[DATA Boundary: Start]

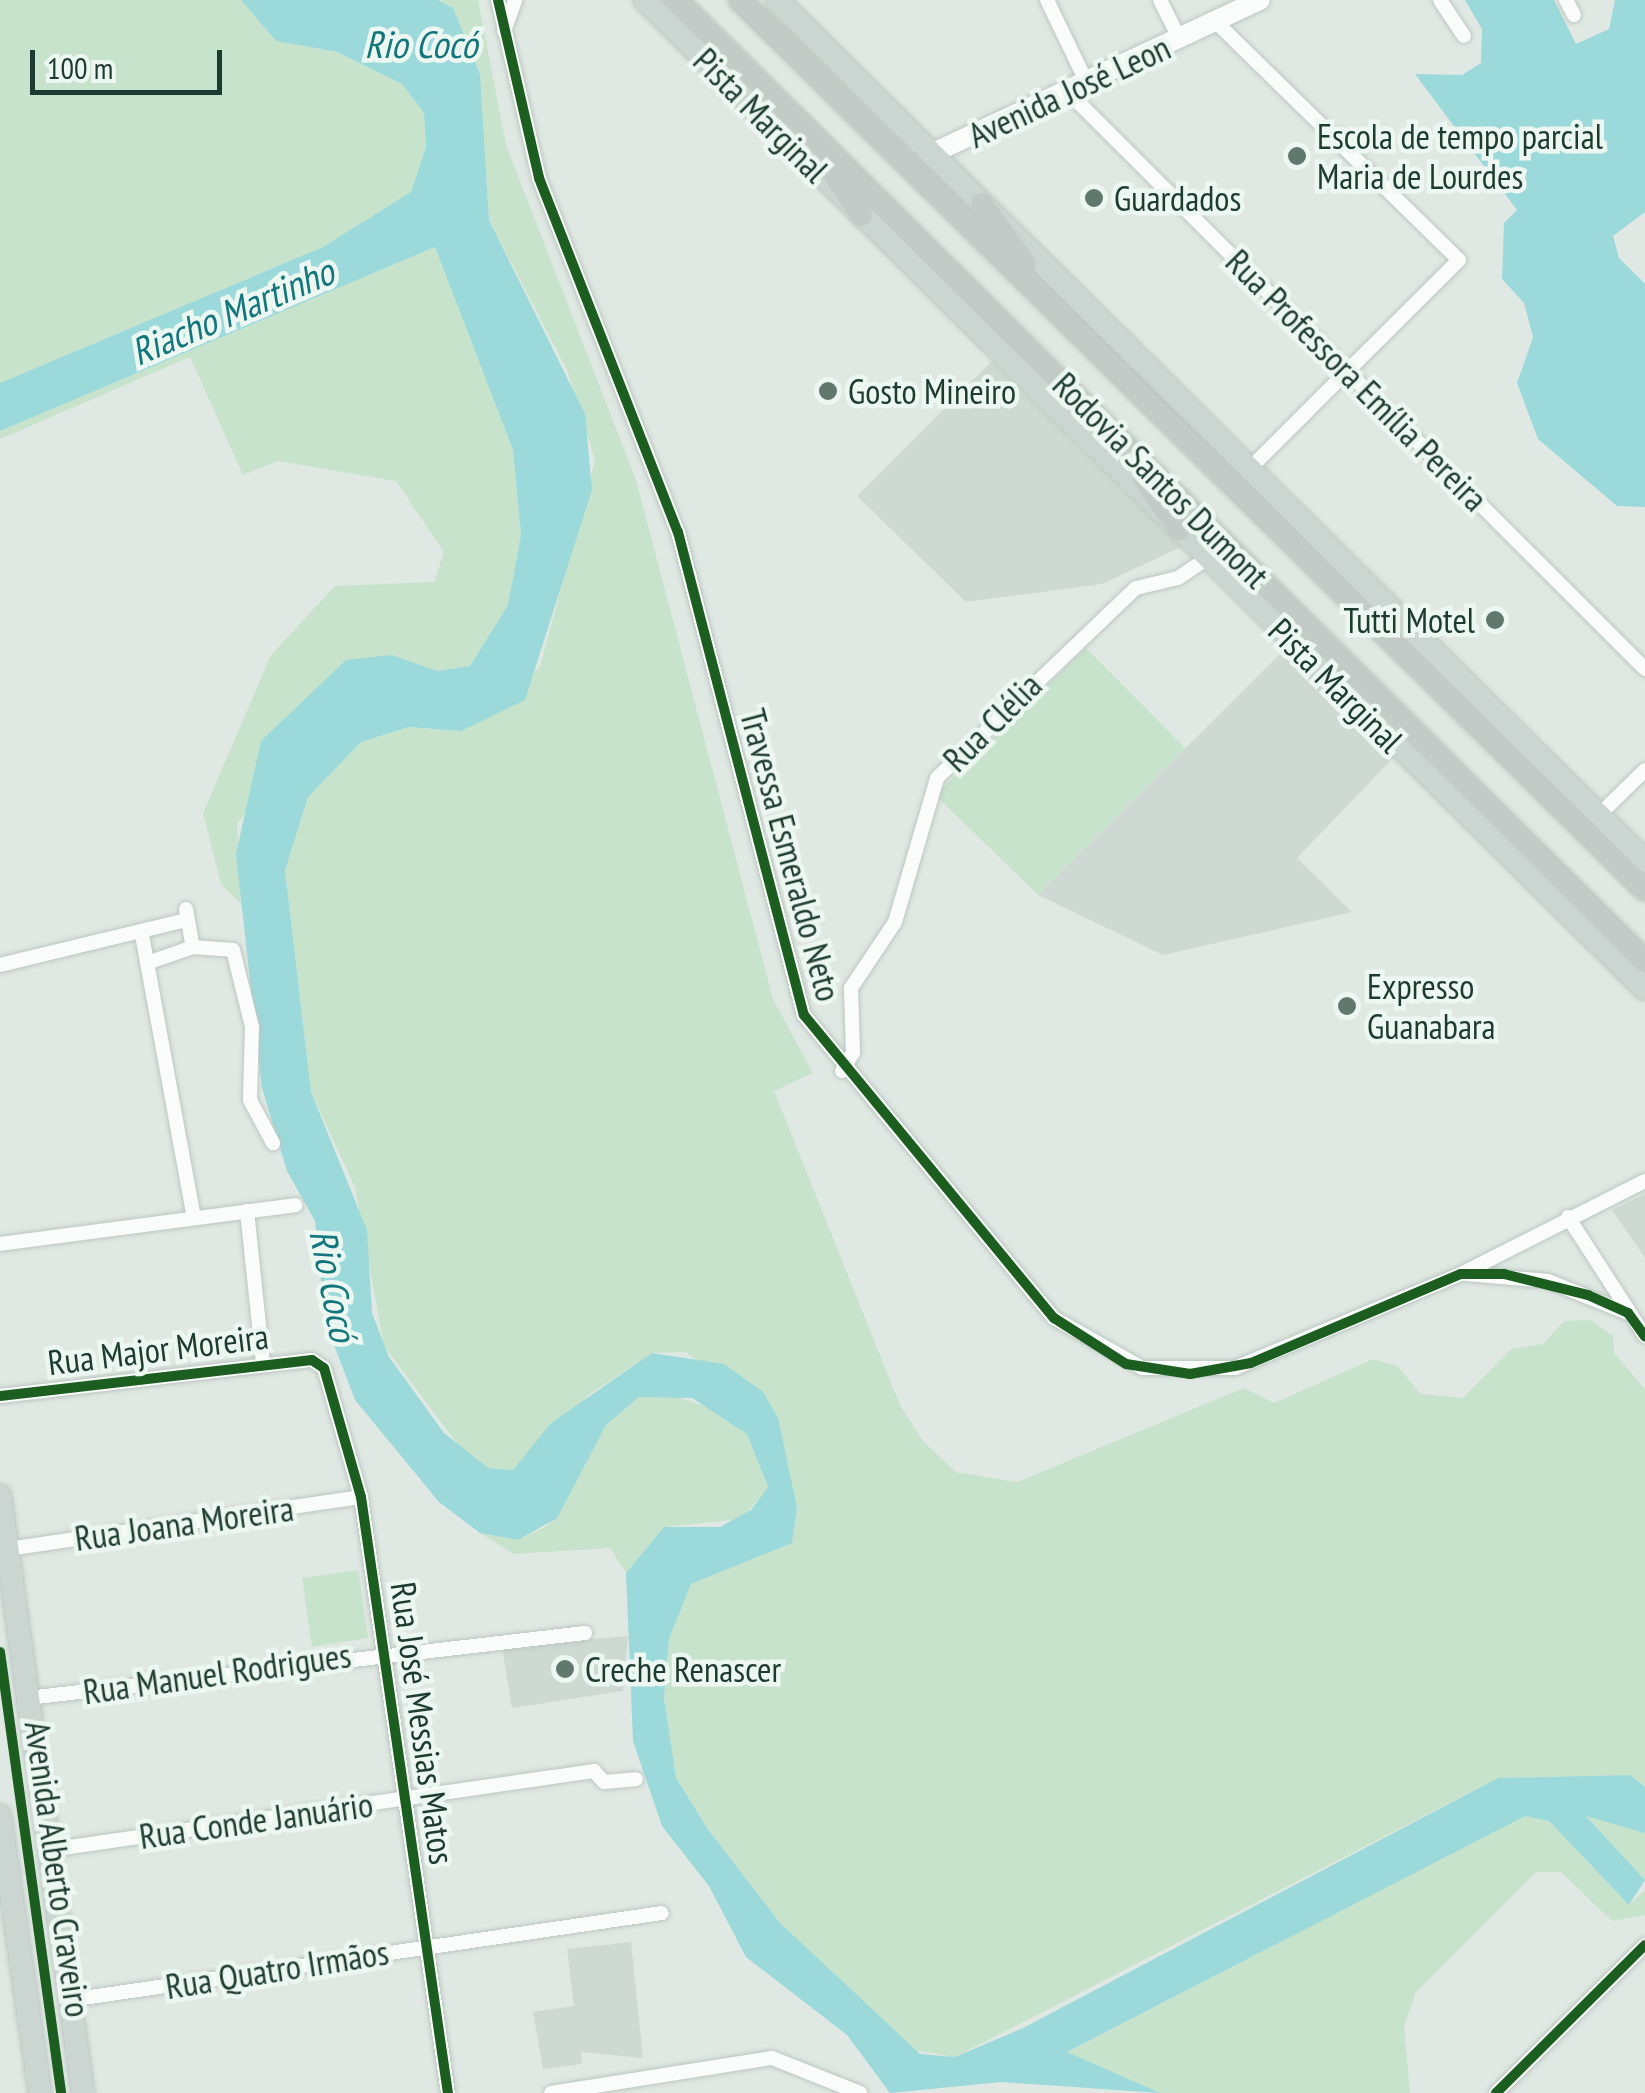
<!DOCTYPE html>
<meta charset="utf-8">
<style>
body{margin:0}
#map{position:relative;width:1645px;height:2093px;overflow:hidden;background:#e0e8e3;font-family:"PT Sans Narrow",sans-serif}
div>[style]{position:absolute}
.built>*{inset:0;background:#cdd9d2}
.green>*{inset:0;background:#c7e3cc}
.water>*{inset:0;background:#9bd9db}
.roads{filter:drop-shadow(0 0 2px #bcc7c1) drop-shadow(0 0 2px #bcc7c1)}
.minor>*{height:14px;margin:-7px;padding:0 7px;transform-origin:7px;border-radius:7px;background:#fafcfb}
.secondary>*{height:20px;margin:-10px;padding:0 10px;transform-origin:10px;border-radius:10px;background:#fafcfb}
.primary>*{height:22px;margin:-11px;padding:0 11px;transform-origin:11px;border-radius:11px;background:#cbd5d1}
.trunk>*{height:22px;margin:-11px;padding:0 11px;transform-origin:11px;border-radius:11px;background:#c2cbc8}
.cycleway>*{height:10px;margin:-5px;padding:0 5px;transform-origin:5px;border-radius:5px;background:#1b5e20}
.dots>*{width:28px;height:28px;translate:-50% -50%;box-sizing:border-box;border:5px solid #edf7f1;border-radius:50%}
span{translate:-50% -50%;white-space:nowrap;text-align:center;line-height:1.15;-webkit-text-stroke:9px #edf7f1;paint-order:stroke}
.street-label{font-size:35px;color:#1d3b30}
.poi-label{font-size:35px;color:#1d3b30}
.left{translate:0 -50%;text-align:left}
.right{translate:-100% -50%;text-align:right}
.water-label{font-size:38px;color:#12767c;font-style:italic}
.scale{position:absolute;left:30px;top:50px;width:192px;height:45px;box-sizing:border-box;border:5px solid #1d3b30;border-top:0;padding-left:12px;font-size:30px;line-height:35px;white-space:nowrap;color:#1d3b30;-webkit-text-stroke:8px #edf7f1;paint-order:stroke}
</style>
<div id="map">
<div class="built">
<div style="clip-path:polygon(992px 361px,1181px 547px,1102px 584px,966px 602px,857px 496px)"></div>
<div style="clip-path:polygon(1289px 645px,1396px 755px,1297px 858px,1352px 912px,1163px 955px,1038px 895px)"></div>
<div style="clip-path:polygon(1645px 1194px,1645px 1258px,1612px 1210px)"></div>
<div style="clip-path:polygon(628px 1636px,623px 1691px,512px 1708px,502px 1647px)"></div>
<div style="clip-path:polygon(631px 1942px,643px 2058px,581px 2052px,582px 2064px,543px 2069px,533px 2012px,574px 2006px,567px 1949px)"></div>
</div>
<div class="green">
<div style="clip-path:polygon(0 0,241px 0,276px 41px,337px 52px,402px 84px,424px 113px,426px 147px,411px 193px,323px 247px,0 383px)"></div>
<div style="clip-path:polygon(438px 0,478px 0,506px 145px,636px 480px,773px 999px,813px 1073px,774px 1091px,900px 1405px,923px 1441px,956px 1472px,1017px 1482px,1244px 1388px,1274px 1403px,1373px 1359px,1397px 1366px,1421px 1394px,1463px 1398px,1511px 1349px,1543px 1344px,1564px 1321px,1591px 1320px,1613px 1336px,1614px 1353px,1645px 1389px,1645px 1787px,1630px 1775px,1498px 1778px,955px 2057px,909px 2049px,780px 1923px,707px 1828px,676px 1779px,664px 1698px,669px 1639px,690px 1584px,792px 1543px,797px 1508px,777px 1429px,686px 1352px,652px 1353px,590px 1394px,513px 1470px,488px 1468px,461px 1449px,384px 1346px,355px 1187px,311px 1092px,285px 869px,308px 797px,361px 742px,409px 727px,461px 731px,540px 667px,595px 460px,567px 370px,489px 220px,480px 74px,453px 8px)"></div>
<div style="clip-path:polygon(435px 247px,513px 450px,521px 535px,508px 605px,470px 666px,436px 671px,392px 655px,237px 823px,241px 904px,221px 884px,203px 813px,271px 655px,335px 586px,434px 582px,444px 552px,396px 481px,278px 461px,243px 475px,190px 357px,0 439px,0 431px)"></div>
<div style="clip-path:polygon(1086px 648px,1185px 748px,1038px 895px,935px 795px)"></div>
<div style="clip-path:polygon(665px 1393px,717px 1410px,747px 1434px,768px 1487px,742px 1519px,664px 1527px,626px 1573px,610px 1548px,514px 1554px,480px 1533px,518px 1540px,547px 1526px,606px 1425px,639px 1397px)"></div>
<div style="clip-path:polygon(358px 1570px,368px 1638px,312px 1647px,302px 1578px)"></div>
<div style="clip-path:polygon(1585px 1814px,1645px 1833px,1645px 1880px)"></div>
<div style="clip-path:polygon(1525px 1815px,1549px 1821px,1629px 1905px,1645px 1890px,1645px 1915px,1612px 1921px,1561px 1872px,1536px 1872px,1416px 1992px,1404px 2026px,1410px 2093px,1160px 2093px,1066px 2053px)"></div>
</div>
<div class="water">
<div style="clip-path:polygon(241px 0,438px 0,453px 8px,480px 74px,489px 220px,585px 414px,592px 490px,525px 700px,461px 731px,409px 727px,361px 742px,308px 797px,285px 870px,311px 1092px,367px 1230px,372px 1313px,389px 1357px,444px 1433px,488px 1468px,513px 1470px,551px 1423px,652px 1353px,724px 1364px,763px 1392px,778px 1418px,797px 1508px,792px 1543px,691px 1584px,669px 1639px,664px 1698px,676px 1778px,707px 1828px,780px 1923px,920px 2054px,955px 2057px,1023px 2028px,1498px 1778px,1630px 1775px,1645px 1787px,1645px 1833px,1586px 1816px,1645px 1880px,1629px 1905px,1549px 1821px,1525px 1816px,1067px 2052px,1160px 2093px,1001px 2082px,890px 2093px,847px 2035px,746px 1957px,709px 1886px,662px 1826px,633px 1741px,626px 1573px,664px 1527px,720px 1527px,751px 1510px,768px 1487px,747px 1434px,692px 1398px,639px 1397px,606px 1425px,557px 1518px,518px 1540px,480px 1533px,439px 1502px,355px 1400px,325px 1321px,315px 1221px,287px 1171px,262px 1088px,236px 854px,261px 741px,346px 660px,392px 655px,437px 671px,470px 666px,508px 605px,521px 535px,513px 450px,435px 247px,0 431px,0 383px,323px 247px,411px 192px,426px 147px,424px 113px,402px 84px,337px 52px,276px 41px)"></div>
<div style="clip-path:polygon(1465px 0,1554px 0,1576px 44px,1609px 29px,1615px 0,1645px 0,1645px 212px,1613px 236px,1619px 258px,1645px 284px,1645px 507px,1617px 506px,1538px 439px,1517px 383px,1533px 337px,1524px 303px,1502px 279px,1504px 223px,1517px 210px,1415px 74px,1462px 75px,1481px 63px,1482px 29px)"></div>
</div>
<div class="roads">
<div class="minor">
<div style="left:498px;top:0;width:183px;rotate:77deg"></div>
<div style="left:539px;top:178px;width:380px;rotate:68.6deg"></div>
<div style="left:678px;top:532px;width:499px;rotate:75.4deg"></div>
<div style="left:804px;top:1015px;width:393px;rotate:50.5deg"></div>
<div style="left:1054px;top:1318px;width:101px;rotate:29.6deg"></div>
<div style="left:1142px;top:1368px;width:93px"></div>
<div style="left:1235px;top:1368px;width:245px;rotate:-22.6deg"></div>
<div style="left:1461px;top:1274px;width:206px;rotate:-26.8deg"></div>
<div style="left:1047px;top:0;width:92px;rotate:64.3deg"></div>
<div style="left:1160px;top:0;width:45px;rotate:63.4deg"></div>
<div style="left:1440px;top:0;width:43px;rotate:56.3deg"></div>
<div style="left:1566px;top:0;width:17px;rotate:62deg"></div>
<div style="left:1216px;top:22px;width:340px;rotate:44.4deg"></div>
<div style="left:1459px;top:260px;width:298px;rotate:135.1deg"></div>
<div style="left:504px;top:31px;width:33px;rotate:-70deg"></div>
<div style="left:1068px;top:92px;width:816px;rotate:45deg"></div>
<div style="left:1599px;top:815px;width:64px;rotate:-44.4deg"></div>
<div style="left:186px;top:909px;width:39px;rotate:80deg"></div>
<div style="left:142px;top:935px;width:287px;rotate:79.6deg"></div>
<div style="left:150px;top:962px;width:46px;rotate:-19.2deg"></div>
<div style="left:193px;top:947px;width:40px;rotate:4.3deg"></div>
<div style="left:233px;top:950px;width:79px;rotate:76.1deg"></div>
<div style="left:252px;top:1027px;width:73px;rotate:91.6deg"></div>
<div style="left:250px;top:1100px;width:49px;rotate:61.9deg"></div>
<div style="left:0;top:965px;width:191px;rotate:-13.6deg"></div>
<div style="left:842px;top:1071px;width:21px;rotate:-59deg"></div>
<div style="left:853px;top:1053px;width:65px;rotate:-91.8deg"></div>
<div style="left:851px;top:988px;width:79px;rotate:-56.3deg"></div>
<div style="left:895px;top:922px;width:150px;rotate:-73.7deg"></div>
<div style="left:937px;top:778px;width:275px;rotate:-43.7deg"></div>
<div style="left:1136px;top:588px;width:43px;rotate:-13.4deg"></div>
<div style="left:1178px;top:578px;width:36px;rotate:-34deg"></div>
<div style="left:247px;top:1211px;width:154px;rotate:84deg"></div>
<div style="left:1568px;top:1217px;width:142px;rotate:57.1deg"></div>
<div style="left:0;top:1244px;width:298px;rotate:-7.5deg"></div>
<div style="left:1467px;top:1274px;width:81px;rotate:4.9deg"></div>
<div style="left:1548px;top:1281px;width:86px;rotate:21.8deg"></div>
<div style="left:0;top:1396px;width:314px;rotate:-6.6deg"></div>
<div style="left:312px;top:1360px;width:14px;rotate:34deg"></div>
<div style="left:324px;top:1368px;width:134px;rotate:74deg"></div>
<div style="left:361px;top:1497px;width:602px;rotate:81.7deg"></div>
<div style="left:8px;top:1549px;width:357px;rotate:-8.4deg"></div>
<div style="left:28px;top:1698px;width:561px;rotate:-6.66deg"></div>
<div style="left:49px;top:1850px;width:551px;rotate:-8.25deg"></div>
<div style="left:594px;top:1771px;width:15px;rotate:48deg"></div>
<div style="left:604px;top:1782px;width:32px;rotate:-5deg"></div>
<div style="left:70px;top:2000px;width:598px;rotate:-8.36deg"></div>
<div style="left:551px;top:2093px;width:224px;rotate:-9deg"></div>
<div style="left:772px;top:2058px;width:95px;rotate:21.7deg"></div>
<div style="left:1496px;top:2093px;width:210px;rotate:-44.8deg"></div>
</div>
<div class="secondary">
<div style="left:931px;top:154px;width:363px;rotate:-25.1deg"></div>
</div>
<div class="primary">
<div style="left:645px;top:0;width:1406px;rotate:44.68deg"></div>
<div style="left:777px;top:0;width:1223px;rotate:44.77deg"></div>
<div style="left:0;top:1496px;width:603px;rotate:82.08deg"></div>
<div style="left:0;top:1816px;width:280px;rotate:81.8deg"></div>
</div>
<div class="trunk">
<div style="left:676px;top:0;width:1365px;rotate:44.76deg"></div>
<div style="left:740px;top:0;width:1269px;rotate:44.52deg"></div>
<div style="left:828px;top:164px;width:61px;rotate:57.1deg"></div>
<div style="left:982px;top:204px;width:74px;rotate:54.4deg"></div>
<div style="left:1144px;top:479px;width:61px;rotate:55deg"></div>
</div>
</div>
<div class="cycleway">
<div style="left:498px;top:0;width:183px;rotate:77deg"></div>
<div style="left:539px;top:178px;width:380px;rotate:68.6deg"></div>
<div style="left:678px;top:532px;width:499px;rotate:75.4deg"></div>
<div style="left:804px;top:1015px;width:393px;rotate:50.5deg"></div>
<div style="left:1054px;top:1318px;width:85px;rotate:32.6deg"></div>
<div style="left:1126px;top:1364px;width:65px;rotate:8.9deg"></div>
<div style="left:1190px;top:1374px;width:62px;rotate:-10.2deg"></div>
<div style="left:1251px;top:1363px;width:228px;rotate:-23deg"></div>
<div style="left:1461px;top:1274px;width:43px"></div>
<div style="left:1504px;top:1274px;width:87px;rotate:14deg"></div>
<div style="left:1588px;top:1295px;width:44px;rotate:24.2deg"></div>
<div style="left:1628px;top:1313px;width:29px;rotate:54deg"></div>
<div style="left:0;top:1396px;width:314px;rotate:-6.6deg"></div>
<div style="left:312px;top:1360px;width:14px;rotate:34deg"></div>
<div style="left:324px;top:1368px;width:134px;rotate:74deg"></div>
<div style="left:361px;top:1497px;width:602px;rotate:81.7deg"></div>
<div style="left:0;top:1652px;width:445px;rotate:82.1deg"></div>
<div style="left:1496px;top:2093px;width:210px;rotate:-44.8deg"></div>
</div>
<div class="dots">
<div style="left:1297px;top:156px;background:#61786f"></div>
<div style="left:1094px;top:198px;background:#61786f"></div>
<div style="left:828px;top:391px;background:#61786f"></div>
<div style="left:1495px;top:620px;background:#61786f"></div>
<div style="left:1347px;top:1006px;background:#61786f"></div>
<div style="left:565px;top:1669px;background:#61786f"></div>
</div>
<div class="street-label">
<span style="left:1069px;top:91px;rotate:-25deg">Avenida José Leon</span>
<span style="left:761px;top:115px;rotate:45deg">Pista Marginal</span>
<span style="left:1357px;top:380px;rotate:45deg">Rua Professora Emília Pereira</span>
<span style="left:1161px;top:480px;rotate:45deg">Rodovia Santos Dumont</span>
<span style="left:1336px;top:685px;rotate:45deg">Pista Marginal</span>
<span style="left:992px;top:722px;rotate:-45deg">Rua Clélia</span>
<span style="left:791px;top:855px;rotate:75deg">Travessa Esmeraldo Neto</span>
<span style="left:158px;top:1349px;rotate:-7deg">Rua Major Moreira</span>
<span style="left:184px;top:1523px;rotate:-8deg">Rua Joana Moreira</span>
<span style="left:217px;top:1673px;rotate:-8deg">Rua Manuel Rodrigues</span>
<span style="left:423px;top:1723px;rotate:82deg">Rua José Messias Matos</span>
<span style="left:256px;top:1820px;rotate:-8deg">Rua Conde Januário</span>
<span style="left:58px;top:1869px;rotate:82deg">Avenida Alberto Craveiro</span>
<span style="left:277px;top:1969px;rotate:-9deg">Rua Quatro Irmãos</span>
</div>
<div class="poi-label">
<span class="left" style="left:1317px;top:156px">Escola de tempo parcial<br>Maria de Lourdes</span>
<span class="left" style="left:1114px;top:198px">Guardados</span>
<span class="left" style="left:848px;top:391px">Gosto Mineiro</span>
<span class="right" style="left:1475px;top:620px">Tutti Motel</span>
<span class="left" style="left:1367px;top:1006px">Expresso<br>Guanabara</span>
<span class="left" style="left:585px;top:1669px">Creche Renascer</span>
</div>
<div class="water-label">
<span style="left:421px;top:44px">Rio Cocó</span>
<span style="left:232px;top:311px;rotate:-23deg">Riacho Martinho</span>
<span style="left:334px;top:1285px;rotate:79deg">Rio Cocó</span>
</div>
<div class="scale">100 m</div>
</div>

[DATA Boundary: End]

PROBLEM DESCRIPTION: Check every line of the data above for the string "roads", and copy those that have it.

TASK ANSWER:
.roads{filter:drop-shadow(0 0 2px #bcc7c1) drop-shadow(0 0 2px #bcc7c1)}
<div class="roads">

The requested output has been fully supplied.